> **What this task involves**: Copy each line of the records that includes "stream".
>>>
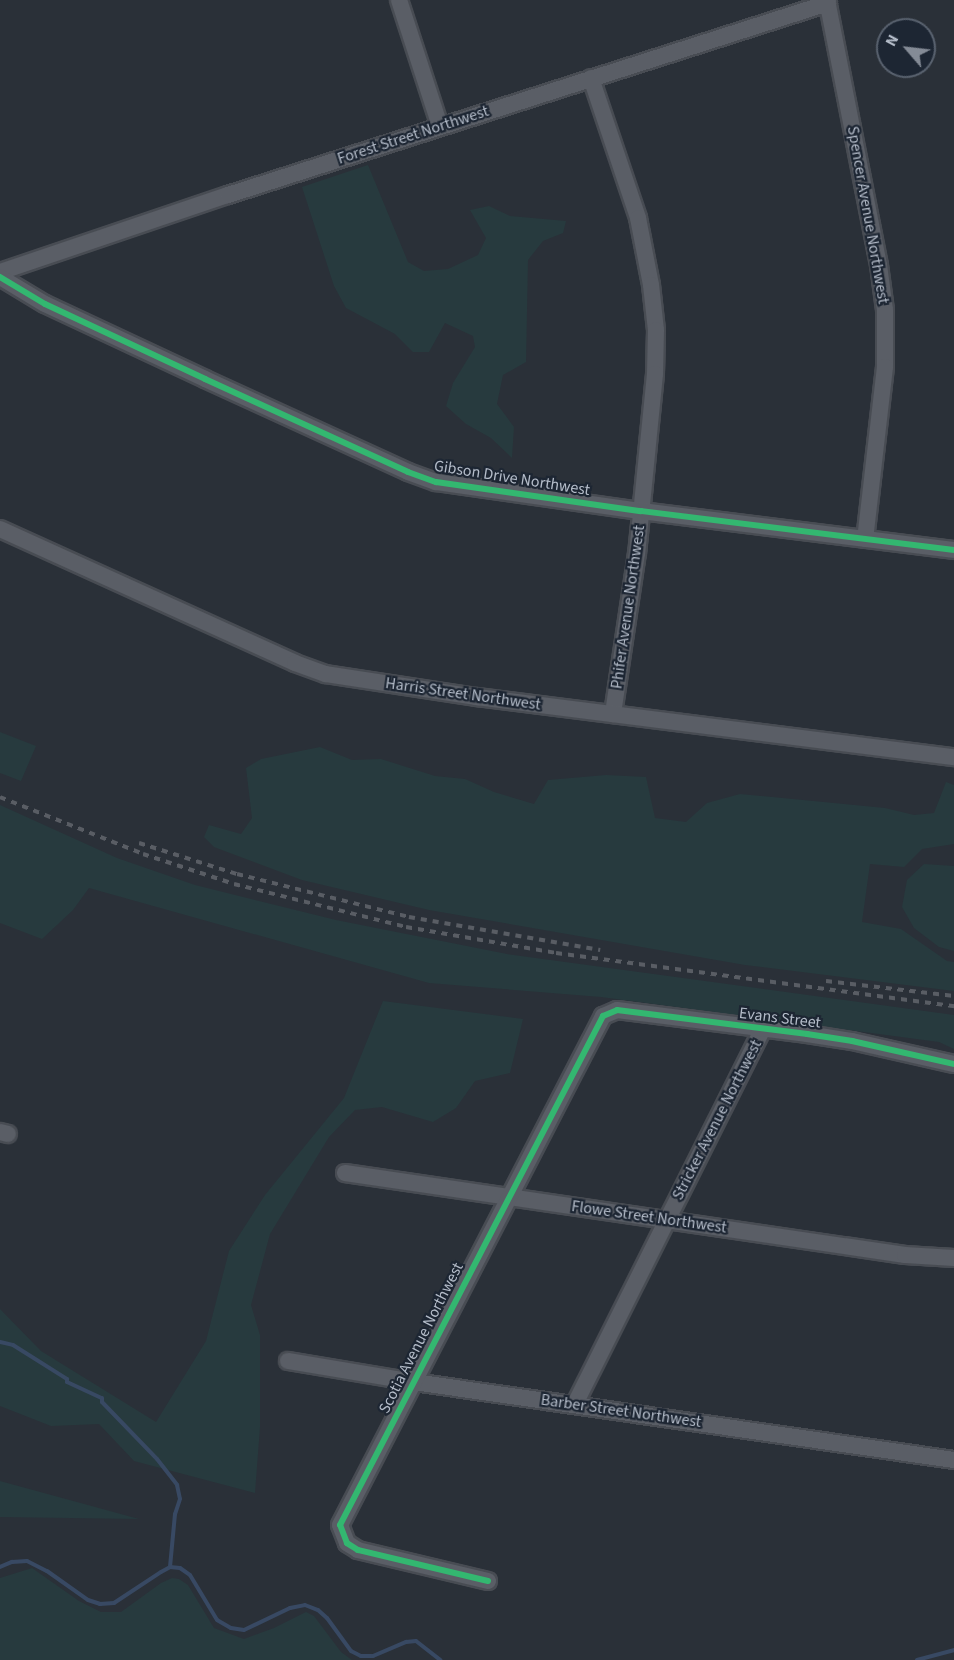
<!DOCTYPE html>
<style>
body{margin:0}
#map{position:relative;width:954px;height:1660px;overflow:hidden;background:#2a3038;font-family:"Source Sans 3",sans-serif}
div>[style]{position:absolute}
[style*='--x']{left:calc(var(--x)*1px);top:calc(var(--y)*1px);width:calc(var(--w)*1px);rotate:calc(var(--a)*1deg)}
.green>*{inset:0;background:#273a3e}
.stream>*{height:4px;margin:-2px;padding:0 2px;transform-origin:2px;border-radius:2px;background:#384963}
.roads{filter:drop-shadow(2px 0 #484c53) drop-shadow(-2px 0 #484c53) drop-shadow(0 2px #484c53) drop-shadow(0 -2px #484c53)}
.minor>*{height:16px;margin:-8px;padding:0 8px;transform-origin:8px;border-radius:8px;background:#5a5e66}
.rail>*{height:4px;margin-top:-2px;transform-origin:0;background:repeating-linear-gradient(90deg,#595d64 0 6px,transparent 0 12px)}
.cycleway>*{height:6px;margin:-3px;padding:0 3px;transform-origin:3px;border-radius:3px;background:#33b770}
span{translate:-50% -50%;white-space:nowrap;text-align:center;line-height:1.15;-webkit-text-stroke:4.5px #1d2633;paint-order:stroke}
.street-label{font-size:16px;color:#b4bcc9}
.north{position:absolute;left:876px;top:18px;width:60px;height:60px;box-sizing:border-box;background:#1d2633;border:2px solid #59626f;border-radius:50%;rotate:298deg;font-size:16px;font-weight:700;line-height:24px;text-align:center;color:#b4bcc9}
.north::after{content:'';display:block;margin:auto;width:21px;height:27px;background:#848b96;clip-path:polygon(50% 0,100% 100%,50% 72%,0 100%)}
</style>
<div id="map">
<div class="green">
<div style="clip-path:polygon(368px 165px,408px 262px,424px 271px,448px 269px,478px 255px,486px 238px,470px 210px,489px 206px,510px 216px,566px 221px,563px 233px,543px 241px,528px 260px,526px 362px,503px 375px,497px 404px,514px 427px,512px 458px,491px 438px,466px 424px,446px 406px,453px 383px,475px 347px,473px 336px,445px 323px,429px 352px,413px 352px,395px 334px,346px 308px,334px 286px,302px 187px)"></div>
<div style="clip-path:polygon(0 732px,36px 746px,21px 781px,0 773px)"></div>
<div style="clip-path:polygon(320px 747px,352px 760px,381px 759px,435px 776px,465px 779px,494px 792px,534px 804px,548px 780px,606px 775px,646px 777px,655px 818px,686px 822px,707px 803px,740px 794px,885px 808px,914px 815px,934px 813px,946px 782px,954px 785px,954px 844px,922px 849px,904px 867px,870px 864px,862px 922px,901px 929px,947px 961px,954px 962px,954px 991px,745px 965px,429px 910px,302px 880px,214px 847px,204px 837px,209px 825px,241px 834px,252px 818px,246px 768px,261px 759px)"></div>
<div style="clip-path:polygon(0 805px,117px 858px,195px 885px,336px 920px,507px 954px,954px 1015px,954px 1049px,939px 1042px,601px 997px,429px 983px,89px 888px,73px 910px,42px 939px,0 923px)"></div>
<div style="clip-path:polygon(924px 864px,954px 866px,954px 951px,939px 947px,914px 928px,902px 907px,907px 880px)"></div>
<div style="clip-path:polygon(383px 1001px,523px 1019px,510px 1073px,475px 1081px,456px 1108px,433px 1122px,382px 1107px,355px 1110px,329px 1137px,270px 1234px,251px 1305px,260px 1335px,260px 1427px,255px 1493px,134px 1461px,99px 1424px,51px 1426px,0 1406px,0 1309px,41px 1351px,156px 1422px,206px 1341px,229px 1251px,265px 1195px,344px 1098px)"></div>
<div style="clip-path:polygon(0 1481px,139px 1519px,0 1517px)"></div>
<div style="clip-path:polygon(32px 1568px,79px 1601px,101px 1612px,121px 1612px,161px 1583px,172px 1578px,179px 1579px,188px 1585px,214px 1628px,244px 1639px,274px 1628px,306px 1612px,314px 1616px,341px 1652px,352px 1660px,0 1660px,0 1578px)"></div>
</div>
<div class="stream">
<div style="--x:0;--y:1342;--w:13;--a:13"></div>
<div style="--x:13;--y:1345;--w:64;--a:32.2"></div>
<div style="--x:67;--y:1379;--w:3;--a:90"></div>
<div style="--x:67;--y:1382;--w:38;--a:25"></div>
<div style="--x:102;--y:1398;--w:4;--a:90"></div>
<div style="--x:102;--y:1402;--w:79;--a:46"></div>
<div style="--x:157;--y:1459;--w:33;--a:52"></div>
<div style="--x:177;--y:1485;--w:14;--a:78"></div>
<div style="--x:180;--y:1499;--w:16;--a:108"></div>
<div style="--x:175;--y:1514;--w:53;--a:95.4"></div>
<div style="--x:0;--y:1567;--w:13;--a:-23"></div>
<div style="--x:12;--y:1562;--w:15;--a:-4"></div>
<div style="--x:27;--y:1561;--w:22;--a:27"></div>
<div style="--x:47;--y:1571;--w:50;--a:35.3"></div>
<div style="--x:88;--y:1600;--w:13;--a:18"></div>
<div style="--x:100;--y:1604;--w:14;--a:-4"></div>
<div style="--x:114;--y:1603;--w:56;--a:-33.4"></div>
<div style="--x:161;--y:1572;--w:10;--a:-29"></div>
<div style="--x:170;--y:1567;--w:10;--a:6"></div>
<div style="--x:180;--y:1568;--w:12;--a:35"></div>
<div style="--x:190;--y:1575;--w:52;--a:59"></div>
<div style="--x:217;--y:1620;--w:16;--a:30"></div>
<div style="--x:231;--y:1628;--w:13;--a:9"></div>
<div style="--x:244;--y:1630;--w:51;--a:-25.6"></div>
<div style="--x:290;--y:1608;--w:15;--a:-11"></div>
<div style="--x:305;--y:1605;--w:14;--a:21"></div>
<div style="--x:318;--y:1610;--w:12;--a:42"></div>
<div style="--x:327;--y:1618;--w:41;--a:54"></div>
<div style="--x:351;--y:1651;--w:11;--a:27"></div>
<div style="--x:361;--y:1656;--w:12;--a:0"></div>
<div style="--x:373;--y:1656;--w:36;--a:-23"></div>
<div style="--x:406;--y:1642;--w:10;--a:-6"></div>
<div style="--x:416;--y:1641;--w:31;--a:38"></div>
<div style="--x:917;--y:1660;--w:38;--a:-15"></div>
</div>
<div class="roads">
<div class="minor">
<div style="--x:399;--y:0;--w:133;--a:72"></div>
<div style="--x:827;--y:0;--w:270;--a:78.9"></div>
<div style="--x:879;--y:265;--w:45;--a:82.4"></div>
<div style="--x:885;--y:310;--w:57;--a:90"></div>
<div style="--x:885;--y:367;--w:173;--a:96.6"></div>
<div style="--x:591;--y:78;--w:148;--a:71.4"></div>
<div style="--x:638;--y:218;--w:68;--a:79"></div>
<div style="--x:651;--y:285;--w:45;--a:83.7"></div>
<div style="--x:656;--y:330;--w:44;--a:91.3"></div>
<div style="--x:655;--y:374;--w:180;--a:95.7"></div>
<div style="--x:637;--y:553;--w:163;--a:98.5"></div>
<div style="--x:0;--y:272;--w:241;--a:-18.7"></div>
<div style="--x:228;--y:195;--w:630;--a:-17.74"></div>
<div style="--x:0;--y:277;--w:52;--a:31"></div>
<div style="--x:45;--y:304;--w:177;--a:25.1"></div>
<div style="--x:205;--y:379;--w:223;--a:24.6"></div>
<div style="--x:408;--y:472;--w:30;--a:20"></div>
<div style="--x:436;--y:482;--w:207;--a:8.1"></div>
<div style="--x:641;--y:511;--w:315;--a:7.1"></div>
<div style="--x:0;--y:529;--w:324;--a:24.4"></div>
<div style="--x:295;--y:663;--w:33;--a:20"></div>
<div style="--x:326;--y:674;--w:153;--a:8.7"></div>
<div style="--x:477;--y:697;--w:481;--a:7.2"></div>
<div style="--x:0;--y:1132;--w:8;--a:14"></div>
<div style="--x:345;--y:1173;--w:566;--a:8.33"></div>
<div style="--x:905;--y:1255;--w:49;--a:3.5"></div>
<div style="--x:288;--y:1361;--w:128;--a:9.5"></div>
<div style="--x:414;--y:1382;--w:546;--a:8.22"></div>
<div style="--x:575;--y:1404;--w:419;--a:-63.4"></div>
<div style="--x:488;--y:1581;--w:134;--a:-166.6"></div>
<div style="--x:358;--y:1550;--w:13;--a:-148"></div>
<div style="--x:347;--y:1543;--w:19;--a:-111"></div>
<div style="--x:340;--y:1525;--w:573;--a:-62.67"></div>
<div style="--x:603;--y:1016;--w:15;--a:-23"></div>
<div style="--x:617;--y:1010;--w:192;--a:7.2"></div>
<div style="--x:807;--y:1034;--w:46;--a:8.8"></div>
<div style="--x:852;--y:1041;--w:105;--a:12.7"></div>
</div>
</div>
<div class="rail">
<div style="--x:0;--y:797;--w:154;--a:21.7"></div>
<div style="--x:143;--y:854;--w:96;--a:18.2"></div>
<div style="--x:234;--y:884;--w:177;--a:14"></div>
<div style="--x:406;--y:927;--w:152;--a:9.8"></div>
<div style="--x:556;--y:953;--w:402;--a:7.6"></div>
<div style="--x:139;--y:843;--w:103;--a:17.6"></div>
<div style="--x:237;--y:874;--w:177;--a:14"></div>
<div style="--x:409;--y:917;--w:194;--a:9.8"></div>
<div style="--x:826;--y:981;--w:129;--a:6.7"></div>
</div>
<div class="cycleway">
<div style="--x:0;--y:277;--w:52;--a:31"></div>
<div style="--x:45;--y:304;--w:177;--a:25.1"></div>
<div style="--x:205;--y:379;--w:223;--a:24.6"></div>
<div style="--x:408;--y:472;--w:30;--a:20"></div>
<div style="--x:436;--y:482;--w:207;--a:8.1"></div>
<div style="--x:641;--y:511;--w:315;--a:7.1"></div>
<div style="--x:488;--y:1581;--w:134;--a:-166.6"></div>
<div style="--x:358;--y:1550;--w:13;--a:-148"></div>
<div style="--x:347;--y:1543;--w:19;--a:-111"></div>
<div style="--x:340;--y:1525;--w:573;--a:-62.67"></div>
<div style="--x:603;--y:1016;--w:15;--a:-23"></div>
<div style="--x:617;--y:1010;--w:192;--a:7.2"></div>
<div style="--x:807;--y:1034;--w:46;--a:8.8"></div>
<div style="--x:852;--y:1041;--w:105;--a:12.7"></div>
</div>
<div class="street-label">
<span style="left:413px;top:135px;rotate:-18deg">Forest Street Northwest</span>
<span style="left:868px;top:215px;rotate:80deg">Spencer Avenue Northwest</span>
<span style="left:512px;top:478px;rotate:9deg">Gibson Drive Northwest</span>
<span style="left:628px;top:607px;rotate:-82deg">Phifer Avenue Northwest</span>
<span style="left:463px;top:694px;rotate:8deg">Harris Street Northwest</span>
<span style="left:780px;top:1018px;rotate:7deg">Evans Street</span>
<span style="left:717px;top:1120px;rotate:-63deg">Stricker Avenue Northwest</span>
<span style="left:649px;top:1217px;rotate:8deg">Flowe Street Northwest</span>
<span style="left:421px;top:1338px;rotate:-63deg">Scotia Avenue Northwest</span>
<span style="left:621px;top:1411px;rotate:8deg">Barber Street Northwest</span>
</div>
<div class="north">N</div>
</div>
<<<
> **Output for this exercise**:
.stream>*{height:4px;margin:-2px;padding:0 2px;transform-origin:2px;border-radius:2px;background:#384963}
<div class="stream">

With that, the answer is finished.